In a world of angst and guilt, The Soft Moon's new album Criminal shows us thT music can indeed be the best therapy
The Soft Moon ‘Criminal’ (Sacred Bones) out Feb 2, 2018
Dark industrial soundscapes permeate the music of The Soft Moon a.k.a. Luis Vasquez, whose angst-filled vocals and lyrics focus on a recurring theme of guilt and shame. The initial single “Burn” opens the album with industrial drums, guitar noise, and vocal delivery reminiscent of The Faint. “Choke” is a more measured track, with drum machine precision and repetitively mechanical synth noises.
‘Criminal’ is not without some light: “Give Something” shines through the darkness with its semi-romantic lyrics and echoing synths climbing over falsetto chorus and screeching sounds. Nine Inch Nails is a possible influence on “Like a Father,” with its mix of industrial beats under churning guitars and synths, but particularly on the vocal delivery. “The Pain” is a new wave-tinged track with its razor sharp synths over danceable beats.
“It Kills” continues with vocal delivery that is best described as whispered under the building layers of industrial noise and heavy synth screech throughout. Changing things up slightly, “ILL” is an instrumental with an initially measured approach to industrial precision, which layers beats that change the tempo in such a way that the sounds become almost chaotic at times.

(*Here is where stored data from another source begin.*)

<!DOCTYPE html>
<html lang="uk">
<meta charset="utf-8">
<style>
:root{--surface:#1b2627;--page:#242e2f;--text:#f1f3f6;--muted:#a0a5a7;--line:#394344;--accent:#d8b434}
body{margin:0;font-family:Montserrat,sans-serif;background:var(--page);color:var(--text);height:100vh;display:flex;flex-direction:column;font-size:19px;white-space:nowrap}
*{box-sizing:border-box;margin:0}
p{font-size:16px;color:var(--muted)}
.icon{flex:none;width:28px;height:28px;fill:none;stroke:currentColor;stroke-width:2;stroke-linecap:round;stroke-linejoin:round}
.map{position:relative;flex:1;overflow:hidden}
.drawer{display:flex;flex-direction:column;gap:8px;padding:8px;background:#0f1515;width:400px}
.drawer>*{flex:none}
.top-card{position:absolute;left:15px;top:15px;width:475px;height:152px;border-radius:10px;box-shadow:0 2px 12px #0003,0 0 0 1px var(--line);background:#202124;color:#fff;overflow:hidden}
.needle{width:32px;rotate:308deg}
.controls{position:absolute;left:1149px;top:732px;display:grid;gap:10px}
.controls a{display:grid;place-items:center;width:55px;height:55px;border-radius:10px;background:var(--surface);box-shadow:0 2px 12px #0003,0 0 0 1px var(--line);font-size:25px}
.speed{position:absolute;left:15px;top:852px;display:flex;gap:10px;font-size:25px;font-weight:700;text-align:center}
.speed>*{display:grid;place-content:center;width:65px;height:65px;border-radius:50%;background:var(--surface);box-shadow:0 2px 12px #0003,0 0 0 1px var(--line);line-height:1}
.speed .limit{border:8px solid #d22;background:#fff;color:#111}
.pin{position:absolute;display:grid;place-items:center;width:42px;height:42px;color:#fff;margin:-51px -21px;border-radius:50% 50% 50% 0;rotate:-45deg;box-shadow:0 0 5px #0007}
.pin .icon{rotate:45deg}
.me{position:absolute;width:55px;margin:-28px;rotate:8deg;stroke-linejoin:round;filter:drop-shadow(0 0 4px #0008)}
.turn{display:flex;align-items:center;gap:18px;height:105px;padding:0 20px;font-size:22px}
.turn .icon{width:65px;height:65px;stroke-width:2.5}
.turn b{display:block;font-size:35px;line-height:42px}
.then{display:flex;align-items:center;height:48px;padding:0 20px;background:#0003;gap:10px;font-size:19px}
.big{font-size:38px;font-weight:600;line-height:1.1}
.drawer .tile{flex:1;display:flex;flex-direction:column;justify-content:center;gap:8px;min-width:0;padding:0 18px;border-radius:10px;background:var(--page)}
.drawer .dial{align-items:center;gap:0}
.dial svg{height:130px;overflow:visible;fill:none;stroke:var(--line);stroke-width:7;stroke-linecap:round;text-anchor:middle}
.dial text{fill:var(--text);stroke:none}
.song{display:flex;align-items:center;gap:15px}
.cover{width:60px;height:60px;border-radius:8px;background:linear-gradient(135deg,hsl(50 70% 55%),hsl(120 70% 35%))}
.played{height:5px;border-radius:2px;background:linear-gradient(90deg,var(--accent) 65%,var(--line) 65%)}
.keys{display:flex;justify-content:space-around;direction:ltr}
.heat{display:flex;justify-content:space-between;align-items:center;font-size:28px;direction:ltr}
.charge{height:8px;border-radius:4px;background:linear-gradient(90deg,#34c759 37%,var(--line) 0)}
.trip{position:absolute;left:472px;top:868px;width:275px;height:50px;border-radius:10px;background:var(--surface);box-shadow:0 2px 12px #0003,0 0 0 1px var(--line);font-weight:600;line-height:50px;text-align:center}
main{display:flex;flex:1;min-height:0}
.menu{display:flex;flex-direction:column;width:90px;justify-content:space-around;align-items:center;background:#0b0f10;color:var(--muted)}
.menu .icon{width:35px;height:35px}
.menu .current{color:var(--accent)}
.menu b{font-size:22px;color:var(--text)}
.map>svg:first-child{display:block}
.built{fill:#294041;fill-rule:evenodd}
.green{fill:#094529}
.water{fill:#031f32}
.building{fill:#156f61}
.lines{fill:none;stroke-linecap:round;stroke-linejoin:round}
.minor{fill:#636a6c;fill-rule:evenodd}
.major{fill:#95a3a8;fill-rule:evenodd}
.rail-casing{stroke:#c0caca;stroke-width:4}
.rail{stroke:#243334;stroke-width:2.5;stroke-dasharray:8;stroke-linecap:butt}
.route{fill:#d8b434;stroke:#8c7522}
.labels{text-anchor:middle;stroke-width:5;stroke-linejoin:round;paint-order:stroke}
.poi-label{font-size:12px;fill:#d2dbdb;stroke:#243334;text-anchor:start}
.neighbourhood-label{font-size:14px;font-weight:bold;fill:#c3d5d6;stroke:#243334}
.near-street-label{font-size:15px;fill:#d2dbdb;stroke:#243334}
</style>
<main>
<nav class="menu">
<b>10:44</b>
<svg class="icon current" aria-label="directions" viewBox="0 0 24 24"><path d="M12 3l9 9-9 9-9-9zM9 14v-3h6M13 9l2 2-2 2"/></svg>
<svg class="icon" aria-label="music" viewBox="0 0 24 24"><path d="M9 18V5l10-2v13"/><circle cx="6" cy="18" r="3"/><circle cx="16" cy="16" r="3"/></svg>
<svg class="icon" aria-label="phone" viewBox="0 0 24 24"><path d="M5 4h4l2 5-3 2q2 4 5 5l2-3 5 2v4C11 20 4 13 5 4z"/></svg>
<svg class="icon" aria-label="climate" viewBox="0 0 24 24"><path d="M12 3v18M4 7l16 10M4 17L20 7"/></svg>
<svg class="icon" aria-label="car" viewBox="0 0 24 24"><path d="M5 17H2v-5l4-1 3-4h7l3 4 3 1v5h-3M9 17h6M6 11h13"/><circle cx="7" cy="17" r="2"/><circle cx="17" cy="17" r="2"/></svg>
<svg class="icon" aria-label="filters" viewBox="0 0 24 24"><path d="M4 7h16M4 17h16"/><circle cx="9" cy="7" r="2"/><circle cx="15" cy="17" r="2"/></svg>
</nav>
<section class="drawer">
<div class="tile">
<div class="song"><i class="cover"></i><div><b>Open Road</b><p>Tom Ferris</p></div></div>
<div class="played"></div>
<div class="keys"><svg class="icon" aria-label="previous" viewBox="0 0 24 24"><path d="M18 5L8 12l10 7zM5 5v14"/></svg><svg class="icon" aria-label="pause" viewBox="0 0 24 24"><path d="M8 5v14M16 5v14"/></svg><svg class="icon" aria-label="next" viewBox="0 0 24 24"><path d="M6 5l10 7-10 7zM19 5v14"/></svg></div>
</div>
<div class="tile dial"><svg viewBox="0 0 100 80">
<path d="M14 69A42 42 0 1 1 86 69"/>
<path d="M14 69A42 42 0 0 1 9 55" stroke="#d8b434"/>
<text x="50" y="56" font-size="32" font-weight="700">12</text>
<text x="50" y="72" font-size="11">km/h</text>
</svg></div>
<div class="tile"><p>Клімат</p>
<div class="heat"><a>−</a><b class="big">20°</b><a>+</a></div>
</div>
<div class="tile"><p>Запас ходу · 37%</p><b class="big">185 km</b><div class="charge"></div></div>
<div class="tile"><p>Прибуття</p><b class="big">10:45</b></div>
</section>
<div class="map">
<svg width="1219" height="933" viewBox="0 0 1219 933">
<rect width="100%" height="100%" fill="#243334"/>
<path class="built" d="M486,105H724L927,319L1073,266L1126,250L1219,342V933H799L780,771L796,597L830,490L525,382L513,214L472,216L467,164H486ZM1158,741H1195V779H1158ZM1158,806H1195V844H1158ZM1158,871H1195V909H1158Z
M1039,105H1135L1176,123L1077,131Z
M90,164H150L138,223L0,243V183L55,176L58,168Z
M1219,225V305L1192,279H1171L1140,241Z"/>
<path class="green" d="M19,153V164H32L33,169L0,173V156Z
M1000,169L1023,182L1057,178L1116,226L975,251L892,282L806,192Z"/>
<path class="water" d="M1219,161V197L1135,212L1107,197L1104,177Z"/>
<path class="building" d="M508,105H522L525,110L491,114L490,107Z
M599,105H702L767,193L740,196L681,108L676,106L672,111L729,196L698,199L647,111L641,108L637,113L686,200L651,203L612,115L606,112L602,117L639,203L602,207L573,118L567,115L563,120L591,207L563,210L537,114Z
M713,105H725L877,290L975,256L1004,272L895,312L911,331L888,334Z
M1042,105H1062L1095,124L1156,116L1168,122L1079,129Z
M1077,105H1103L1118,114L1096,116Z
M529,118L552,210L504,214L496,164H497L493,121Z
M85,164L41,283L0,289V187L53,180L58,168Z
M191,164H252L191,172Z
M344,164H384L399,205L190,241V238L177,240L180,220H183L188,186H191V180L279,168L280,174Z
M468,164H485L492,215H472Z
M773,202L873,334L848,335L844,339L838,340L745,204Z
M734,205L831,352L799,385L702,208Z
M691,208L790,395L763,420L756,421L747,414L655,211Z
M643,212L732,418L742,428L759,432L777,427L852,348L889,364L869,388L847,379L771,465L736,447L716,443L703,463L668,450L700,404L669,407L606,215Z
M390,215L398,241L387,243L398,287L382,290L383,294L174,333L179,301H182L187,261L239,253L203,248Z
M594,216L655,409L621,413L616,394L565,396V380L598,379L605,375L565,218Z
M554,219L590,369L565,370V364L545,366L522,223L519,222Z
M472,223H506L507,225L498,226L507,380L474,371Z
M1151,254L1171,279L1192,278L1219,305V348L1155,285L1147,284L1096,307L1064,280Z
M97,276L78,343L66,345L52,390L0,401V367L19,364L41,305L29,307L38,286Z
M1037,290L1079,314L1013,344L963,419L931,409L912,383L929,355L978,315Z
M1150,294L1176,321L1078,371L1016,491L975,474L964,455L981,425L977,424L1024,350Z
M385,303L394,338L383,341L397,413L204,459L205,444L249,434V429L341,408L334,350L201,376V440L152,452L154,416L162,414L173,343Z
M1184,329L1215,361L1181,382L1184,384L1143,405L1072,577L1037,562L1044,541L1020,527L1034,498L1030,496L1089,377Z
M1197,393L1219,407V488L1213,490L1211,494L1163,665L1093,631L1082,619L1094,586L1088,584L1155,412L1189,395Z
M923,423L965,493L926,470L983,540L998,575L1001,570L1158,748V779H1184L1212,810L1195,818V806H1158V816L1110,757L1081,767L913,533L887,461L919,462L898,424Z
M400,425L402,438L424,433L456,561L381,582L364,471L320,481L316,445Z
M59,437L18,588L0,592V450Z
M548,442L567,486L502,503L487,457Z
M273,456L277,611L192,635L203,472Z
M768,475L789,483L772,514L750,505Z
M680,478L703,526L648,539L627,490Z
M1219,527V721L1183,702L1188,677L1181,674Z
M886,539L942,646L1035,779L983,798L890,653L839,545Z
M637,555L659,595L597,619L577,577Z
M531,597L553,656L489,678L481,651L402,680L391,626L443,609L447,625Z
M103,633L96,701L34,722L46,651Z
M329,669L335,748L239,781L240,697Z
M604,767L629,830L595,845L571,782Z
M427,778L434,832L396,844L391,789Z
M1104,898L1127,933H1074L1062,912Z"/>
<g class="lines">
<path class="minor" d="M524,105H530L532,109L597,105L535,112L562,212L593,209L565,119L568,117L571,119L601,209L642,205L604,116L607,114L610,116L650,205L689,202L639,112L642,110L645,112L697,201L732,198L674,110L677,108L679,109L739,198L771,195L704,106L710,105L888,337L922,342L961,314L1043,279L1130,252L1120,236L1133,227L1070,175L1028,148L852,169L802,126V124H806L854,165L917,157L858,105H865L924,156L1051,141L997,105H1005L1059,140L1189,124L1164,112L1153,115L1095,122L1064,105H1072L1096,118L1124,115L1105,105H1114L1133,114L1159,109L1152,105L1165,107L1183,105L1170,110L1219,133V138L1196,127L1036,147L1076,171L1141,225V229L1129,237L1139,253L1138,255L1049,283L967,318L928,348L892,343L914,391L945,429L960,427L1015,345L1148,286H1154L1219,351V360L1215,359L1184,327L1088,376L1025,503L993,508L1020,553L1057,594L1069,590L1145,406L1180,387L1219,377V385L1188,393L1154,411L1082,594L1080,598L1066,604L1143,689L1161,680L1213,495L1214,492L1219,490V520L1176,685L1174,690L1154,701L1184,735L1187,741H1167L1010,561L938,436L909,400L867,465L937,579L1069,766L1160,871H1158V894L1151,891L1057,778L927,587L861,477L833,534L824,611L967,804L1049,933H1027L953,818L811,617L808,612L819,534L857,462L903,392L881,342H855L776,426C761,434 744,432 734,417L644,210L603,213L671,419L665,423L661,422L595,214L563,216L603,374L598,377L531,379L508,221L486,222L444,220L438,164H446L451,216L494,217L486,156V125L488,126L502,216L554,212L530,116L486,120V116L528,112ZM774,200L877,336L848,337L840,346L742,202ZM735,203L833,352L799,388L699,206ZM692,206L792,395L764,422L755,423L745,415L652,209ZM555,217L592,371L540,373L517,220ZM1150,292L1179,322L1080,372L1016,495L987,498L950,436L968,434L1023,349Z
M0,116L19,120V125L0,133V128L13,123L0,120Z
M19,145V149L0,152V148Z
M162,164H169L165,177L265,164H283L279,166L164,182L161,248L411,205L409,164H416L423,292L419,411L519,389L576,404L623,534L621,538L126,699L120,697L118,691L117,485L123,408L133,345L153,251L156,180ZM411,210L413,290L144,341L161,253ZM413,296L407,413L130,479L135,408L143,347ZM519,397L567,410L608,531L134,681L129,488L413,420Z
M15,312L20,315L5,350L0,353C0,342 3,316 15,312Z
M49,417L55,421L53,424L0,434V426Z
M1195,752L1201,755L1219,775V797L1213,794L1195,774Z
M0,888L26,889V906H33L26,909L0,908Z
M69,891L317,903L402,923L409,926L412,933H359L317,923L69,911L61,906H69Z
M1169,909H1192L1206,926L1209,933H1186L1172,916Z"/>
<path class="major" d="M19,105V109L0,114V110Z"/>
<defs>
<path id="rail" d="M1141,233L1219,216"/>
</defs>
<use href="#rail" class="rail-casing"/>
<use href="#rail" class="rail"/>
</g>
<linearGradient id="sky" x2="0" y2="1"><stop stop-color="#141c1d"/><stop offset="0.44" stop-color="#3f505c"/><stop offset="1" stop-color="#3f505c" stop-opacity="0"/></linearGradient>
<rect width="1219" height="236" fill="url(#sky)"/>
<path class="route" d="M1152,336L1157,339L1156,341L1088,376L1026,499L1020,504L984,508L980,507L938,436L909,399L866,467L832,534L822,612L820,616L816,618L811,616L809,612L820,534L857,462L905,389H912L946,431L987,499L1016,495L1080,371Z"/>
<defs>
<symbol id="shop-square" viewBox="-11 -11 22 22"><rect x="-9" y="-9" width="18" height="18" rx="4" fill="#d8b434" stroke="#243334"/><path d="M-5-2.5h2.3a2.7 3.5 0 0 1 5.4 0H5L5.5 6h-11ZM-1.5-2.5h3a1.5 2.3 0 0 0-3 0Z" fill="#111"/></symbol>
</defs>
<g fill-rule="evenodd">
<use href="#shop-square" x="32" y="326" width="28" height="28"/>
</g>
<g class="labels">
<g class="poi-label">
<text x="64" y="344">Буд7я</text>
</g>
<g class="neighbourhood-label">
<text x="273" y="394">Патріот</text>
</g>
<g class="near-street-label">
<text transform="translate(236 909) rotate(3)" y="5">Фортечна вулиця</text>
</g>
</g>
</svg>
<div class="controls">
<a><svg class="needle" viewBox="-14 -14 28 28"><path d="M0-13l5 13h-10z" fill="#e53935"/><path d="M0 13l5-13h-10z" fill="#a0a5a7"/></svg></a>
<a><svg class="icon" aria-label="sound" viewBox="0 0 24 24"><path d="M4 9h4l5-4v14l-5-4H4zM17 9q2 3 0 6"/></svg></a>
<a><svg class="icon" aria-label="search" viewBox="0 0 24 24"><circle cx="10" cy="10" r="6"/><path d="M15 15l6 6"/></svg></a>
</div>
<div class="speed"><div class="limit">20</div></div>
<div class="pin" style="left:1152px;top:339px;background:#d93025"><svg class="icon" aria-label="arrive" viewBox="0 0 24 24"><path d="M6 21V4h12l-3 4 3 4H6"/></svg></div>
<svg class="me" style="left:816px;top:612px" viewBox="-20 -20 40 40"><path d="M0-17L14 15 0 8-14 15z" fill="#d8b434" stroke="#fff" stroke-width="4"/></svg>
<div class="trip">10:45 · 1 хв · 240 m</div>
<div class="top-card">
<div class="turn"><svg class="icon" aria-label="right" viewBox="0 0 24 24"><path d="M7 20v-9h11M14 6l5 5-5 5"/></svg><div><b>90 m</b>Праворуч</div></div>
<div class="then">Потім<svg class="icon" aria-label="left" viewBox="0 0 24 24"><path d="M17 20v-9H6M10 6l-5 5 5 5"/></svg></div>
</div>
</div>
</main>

“Young” is a slowly layering beat filled track that layers heavy drumbeats over scratchy synths and building keyboards. “Born Into This” speeds things up again with a more drum heavy approach to a more dance industrial sound, a real standout track on an album of darkness and frustration. Slowing things down with the title track “Criminal”, The Soft Moon closes the album on more downtrodden note.
The Soft Moon has managed to create some new and interesting noises in their bleakly dark world, without relying too heavily on one sound. The synths are clearly the most distinctive sounds on the album, which brings the listener on a journey through their criminal world – full of angst and guilt. If anything, The Soft Moon shows us that music can be the best therapy.